> _ACTION ITEM_:
Report only how many lines below include "bounding".

============================================================

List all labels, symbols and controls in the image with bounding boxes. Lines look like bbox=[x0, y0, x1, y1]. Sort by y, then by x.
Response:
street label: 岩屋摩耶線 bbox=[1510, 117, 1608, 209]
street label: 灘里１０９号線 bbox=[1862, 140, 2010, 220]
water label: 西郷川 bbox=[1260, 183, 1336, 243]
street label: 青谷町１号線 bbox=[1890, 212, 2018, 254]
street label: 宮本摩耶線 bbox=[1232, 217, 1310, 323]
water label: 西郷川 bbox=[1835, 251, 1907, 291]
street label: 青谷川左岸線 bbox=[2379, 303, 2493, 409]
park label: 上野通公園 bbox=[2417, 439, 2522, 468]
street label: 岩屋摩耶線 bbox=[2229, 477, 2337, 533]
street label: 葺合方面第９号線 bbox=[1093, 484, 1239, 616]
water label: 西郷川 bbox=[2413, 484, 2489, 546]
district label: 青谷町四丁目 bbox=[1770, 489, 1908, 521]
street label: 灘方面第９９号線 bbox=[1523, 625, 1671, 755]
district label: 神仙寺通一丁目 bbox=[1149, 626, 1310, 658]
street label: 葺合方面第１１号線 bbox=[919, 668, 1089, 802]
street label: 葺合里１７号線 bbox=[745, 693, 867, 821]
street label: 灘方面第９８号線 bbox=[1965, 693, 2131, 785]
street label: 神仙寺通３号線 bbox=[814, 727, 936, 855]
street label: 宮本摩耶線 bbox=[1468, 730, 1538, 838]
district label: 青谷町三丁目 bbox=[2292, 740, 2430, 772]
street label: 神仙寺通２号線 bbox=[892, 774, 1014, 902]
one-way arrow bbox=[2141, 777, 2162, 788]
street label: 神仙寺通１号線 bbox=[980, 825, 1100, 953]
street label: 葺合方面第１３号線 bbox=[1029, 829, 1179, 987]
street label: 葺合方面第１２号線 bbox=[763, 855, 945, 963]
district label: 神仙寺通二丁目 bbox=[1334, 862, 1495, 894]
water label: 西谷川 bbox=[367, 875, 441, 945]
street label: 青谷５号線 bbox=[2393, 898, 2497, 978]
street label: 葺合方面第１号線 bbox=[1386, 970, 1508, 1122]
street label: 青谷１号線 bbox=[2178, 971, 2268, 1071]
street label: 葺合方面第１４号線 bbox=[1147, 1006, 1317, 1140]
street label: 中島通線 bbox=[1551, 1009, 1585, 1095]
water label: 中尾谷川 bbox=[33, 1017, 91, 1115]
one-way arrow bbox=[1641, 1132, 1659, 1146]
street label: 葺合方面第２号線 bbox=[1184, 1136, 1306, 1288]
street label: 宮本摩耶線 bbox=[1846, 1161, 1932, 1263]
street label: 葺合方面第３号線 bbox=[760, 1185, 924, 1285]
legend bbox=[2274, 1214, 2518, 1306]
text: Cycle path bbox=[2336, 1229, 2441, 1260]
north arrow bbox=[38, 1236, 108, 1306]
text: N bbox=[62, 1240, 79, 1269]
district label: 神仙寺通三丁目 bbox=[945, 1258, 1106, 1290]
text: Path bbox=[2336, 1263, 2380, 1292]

============================================================

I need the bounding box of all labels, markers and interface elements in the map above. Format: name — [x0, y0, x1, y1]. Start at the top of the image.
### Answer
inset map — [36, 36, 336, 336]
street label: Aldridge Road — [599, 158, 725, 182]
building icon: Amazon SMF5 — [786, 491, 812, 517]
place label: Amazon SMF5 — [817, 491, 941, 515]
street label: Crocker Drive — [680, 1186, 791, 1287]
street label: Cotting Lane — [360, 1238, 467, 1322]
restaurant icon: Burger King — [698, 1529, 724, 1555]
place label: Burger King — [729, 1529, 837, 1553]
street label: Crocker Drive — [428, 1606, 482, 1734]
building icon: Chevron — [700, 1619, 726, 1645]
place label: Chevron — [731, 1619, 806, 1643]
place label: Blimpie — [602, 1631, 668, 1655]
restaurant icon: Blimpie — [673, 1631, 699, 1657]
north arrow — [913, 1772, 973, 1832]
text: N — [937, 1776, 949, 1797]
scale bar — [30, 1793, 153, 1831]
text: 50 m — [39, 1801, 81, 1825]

============================================================

> _ANSWER AREA_:
2